• Task goal
Every line from the top of the material through the line holding "display:flex; flex-direction:column; gap:14px;" should be copied exactly, and only those lines.

• Raw data

###

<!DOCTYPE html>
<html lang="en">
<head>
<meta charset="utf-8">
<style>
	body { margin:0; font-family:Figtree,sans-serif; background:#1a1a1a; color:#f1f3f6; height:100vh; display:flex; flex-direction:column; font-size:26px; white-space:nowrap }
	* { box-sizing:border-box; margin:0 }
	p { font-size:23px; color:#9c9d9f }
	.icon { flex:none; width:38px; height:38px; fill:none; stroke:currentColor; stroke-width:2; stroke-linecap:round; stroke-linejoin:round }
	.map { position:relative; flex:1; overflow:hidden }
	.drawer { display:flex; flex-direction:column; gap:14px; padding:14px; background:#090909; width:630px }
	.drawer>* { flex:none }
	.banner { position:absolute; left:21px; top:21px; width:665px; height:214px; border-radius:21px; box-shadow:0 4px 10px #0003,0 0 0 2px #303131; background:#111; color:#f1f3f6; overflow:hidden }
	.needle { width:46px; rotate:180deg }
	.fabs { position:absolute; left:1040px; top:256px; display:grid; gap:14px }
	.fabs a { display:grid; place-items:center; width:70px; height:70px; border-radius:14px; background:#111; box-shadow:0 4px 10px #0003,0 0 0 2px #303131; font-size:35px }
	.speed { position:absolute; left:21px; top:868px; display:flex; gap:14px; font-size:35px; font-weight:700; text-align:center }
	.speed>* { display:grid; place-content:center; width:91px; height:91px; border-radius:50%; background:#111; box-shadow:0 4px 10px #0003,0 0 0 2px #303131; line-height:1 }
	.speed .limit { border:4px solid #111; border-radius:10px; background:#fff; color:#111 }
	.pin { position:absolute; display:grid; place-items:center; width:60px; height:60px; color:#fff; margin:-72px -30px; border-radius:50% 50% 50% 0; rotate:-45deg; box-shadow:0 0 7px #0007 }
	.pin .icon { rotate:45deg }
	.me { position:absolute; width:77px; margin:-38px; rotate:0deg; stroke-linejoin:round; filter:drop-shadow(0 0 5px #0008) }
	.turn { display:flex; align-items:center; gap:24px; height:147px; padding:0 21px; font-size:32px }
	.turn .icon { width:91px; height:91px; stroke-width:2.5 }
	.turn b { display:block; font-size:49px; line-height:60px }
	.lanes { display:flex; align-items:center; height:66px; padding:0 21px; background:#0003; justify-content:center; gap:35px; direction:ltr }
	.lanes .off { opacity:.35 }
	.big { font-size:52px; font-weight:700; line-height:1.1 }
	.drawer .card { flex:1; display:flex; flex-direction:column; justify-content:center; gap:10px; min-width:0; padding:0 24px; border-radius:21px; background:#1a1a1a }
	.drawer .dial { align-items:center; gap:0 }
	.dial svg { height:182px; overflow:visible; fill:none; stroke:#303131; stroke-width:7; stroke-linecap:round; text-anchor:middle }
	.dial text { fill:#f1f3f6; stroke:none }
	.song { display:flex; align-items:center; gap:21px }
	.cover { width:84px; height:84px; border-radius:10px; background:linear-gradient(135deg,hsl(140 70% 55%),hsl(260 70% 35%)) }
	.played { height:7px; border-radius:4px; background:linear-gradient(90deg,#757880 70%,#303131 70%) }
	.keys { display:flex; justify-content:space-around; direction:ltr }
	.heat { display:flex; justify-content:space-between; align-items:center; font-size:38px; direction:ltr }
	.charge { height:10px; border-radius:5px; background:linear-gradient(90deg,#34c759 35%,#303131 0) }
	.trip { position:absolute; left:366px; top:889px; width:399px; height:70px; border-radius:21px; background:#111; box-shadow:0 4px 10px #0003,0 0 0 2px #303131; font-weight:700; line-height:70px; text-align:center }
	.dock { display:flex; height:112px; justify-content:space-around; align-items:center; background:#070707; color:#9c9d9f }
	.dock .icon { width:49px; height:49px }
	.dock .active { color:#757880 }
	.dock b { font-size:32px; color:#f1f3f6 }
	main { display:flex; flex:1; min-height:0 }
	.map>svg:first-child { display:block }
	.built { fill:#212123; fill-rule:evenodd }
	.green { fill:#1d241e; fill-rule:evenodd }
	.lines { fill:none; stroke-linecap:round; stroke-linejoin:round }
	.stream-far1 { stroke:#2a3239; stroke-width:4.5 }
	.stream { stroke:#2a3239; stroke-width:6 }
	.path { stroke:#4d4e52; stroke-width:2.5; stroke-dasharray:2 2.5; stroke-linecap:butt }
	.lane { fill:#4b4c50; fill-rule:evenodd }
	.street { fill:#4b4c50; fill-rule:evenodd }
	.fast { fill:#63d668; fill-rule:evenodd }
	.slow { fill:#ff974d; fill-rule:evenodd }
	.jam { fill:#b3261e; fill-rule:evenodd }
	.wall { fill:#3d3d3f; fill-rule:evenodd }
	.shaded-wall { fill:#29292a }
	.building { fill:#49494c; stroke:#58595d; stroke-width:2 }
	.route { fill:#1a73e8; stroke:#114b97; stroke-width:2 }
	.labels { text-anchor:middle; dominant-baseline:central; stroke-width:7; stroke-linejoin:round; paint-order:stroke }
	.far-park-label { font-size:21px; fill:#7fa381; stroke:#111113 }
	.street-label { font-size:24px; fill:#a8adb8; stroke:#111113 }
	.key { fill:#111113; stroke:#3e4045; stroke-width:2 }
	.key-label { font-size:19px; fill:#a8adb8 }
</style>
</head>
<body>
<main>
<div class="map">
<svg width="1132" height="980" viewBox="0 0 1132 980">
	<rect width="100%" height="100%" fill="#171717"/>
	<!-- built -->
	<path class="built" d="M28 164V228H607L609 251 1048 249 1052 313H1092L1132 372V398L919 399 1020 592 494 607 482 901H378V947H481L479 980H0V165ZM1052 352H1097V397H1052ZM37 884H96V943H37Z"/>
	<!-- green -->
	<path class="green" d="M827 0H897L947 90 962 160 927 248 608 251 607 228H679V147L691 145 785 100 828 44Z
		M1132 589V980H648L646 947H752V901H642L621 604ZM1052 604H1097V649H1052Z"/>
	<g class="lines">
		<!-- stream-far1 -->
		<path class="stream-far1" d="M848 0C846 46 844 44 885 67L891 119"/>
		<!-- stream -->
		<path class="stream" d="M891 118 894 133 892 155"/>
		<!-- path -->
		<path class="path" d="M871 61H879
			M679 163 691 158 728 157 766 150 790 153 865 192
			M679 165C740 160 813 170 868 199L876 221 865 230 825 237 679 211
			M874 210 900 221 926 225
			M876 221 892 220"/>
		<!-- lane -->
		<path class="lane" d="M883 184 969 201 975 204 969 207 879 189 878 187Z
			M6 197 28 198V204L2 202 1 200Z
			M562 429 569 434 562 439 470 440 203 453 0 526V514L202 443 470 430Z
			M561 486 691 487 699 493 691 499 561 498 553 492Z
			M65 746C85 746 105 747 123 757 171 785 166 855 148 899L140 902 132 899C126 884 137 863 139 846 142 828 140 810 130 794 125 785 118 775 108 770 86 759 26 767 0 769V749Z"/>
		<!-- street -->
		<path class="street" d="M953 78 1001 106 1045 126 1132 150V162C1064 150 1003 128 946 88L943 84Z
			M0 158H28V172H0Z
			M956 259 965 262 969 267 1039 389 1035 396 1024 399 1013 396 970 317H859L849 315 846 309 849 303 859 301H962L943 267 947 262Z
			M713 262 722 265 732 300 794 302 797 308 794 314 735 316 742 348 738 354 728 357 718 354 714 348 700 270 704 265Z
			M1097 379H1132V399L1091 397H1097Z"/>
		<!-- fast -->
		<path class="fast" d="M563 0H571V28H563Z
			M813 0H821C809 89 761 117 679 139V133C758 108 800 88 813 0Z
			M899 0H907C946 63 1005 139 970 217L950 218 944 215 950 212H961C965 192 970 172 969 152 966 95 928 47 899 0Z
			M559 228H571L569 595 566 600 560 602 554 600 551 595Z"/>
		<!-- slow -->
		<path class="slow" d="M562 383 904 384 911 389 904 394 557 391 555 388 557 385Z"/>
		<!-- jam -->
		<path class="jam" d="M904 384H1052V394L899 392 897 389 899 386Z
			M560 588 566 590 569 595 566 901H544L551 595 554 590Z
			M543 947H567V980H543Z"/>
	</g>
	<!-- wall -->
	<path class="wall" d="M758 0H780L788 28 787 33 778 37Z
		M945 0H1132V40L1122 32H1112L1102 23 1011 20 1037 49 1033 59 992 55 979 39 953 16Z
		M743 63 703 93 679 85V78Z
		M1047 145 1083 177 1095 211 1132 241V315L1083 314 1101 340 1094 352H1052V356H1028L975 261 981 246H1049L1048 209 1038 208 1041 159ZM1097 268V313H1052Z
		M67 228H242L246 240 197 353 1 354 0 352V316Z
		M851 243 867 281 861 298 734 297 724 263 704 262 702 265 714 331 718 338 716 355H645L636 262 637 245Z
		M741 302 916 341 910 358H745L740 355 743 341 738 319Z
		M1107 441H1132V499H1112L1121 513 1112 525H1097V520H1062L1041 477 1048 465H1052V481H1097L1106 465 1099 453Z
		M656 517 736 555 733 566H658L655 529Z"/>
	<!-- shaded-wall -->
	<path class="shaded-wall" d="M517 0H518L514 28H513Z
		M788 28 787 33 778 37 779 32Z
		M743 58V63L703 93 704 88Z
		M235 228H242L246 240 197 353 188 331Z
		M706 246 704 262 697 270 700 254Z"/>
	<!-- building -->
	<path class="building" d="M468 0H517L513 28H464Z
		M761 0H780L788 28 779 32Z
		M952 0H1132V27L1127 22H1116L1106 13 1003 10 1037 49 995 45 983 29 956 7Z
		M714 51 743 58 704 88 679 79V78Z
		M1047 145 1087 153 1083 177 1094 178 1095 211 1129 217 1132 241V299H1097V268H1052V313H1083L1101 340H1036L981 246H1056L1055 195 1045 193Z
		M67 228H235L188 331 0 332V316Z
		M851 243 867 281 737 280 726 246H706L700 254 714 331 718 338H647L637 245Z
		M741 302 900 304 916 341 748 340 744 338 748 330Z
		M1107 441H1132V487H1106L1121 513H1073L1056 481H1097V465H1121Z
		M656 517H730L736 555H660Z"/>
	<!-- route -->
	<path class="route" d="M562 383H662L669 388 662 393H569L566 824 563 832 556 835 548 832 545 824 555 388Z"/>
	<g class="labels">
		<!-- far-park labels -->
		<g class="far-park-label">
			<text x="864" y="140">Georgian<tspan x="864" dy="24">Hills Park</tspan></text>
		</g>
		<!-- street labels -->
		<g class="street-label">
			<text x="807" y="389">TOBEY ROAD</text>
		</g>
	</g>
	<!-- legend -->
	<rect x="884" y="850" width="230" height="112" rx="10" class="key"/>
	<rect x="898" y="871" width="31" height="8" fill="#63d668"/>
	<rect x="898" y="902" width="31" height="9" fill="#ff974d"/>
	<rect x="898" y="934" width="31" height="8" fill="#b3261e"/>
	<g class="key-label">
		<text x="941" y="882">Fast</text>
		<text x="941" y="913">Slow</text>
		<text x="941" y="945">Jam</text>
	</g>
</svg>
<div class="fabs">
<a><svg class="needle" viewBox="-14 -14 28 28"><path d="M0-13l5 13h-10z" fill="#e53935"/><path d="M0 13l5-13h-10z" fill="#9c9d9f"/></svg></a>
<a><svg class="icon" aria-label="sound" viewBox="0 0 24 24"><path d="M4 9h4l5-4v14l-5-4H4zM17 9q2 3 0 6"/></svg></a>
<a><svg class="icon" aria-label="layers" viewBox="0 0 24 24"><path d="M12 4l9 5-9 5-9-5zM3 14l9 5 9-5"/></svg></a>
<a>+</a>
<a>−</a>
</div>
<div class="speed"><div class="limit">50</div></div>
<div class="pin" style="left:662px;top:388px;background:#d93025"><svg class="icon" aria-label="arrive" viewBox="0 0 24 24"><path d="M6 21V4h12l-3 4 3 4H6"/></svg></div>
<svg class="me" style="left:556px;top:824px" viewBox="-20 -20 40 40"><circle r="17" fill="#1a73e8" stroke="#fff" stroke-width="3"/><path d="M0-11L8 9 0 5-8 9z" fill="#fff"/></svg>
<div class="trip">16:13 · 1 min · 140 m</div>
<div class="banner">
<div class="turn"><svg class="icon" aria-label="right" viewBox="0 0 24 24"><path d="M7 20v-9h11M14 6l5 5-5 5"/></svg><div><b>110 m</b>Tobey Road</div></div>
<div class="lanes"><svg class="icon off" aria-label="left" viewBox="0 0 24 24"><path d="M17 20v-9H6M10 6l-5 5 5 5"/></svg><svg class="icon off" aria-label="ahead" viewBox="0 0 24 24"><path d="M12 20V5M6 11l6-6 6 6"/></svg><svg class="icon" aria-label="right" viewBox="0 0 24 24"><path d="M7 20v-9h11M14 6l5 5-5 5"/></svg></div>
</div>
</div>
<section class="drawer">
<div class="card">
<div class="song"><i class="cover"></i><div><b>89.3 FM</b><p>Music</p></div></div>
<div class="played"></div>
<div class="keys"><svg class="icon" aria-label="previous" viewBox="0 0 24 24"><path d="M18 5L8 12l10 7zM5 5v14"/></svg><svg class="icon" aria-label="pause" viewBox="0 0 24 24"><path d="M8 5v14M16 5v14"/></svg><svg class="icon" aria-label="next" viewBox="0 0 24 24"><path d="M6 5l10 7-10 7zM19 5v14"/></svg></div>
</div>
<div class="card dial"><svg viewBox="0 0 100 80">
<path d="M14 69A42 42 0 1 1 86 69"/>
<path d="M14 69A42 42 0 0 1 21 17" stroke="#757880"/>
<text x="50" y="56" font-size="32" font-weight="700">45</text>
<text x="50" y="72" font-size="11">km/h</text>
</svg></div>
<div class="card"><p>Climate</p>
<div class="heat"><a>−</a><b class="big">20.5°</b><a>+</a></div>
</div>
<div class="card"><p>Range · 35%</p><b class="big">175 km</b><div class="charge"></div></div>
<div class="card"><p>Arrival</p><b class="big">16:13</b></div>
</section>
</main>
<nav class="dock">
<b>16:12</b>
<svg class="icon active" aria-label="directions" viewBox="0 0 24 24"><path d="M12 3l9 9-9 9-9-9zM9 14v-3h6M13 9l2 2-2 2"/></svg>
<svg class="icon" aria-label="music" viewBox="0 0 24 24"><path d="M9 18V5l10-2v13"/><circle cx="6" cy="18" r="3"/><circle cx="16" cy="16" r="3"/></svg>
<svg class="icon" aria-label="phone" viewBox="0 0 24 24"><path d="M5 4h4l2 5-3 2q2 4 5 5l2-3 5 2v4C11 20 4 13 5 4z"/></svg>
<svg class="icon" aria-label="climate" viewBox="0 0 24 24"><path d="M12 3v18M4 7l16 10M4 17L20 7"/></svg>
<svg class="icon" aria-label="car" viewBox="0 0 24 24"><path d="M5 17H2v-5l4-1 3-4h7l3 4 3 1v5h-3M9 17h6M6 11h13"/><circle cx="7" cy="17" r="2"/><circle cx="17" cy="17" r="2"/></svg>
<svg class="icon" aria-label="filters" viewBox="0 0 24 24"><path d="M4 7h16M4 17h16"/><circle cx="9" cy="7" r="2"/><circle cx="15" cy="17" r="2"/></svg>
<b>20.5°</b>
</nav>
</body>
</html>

###

• Solution below
<!DOCTYPE html>
<html lang="en">
<head>
<meta charset="utf-8">
<style>
	body { margin:0; font-family:Figtree,sans-serif; background:#1a1a1a; color:#f1f3f6; height:100vh; display:flex; flex-direction:column; font-size:26px; white-space:nowrap }
	* { box-sizing:border-box; margin:0 }
	p { font-size:23px; color:#9c9d9f }
	.icon { flex:none; width:38px; height:38px; fill:none; stroke:currentColor; stroke-width:2; stroke-linecap:round; stroke-linejoin:round }
	.map { position:relative; flex:1; overflow:hidden }
	.drawer { display:flex; flex-direction:column; gap:14px; padding:14px; background:#090909; width:630px }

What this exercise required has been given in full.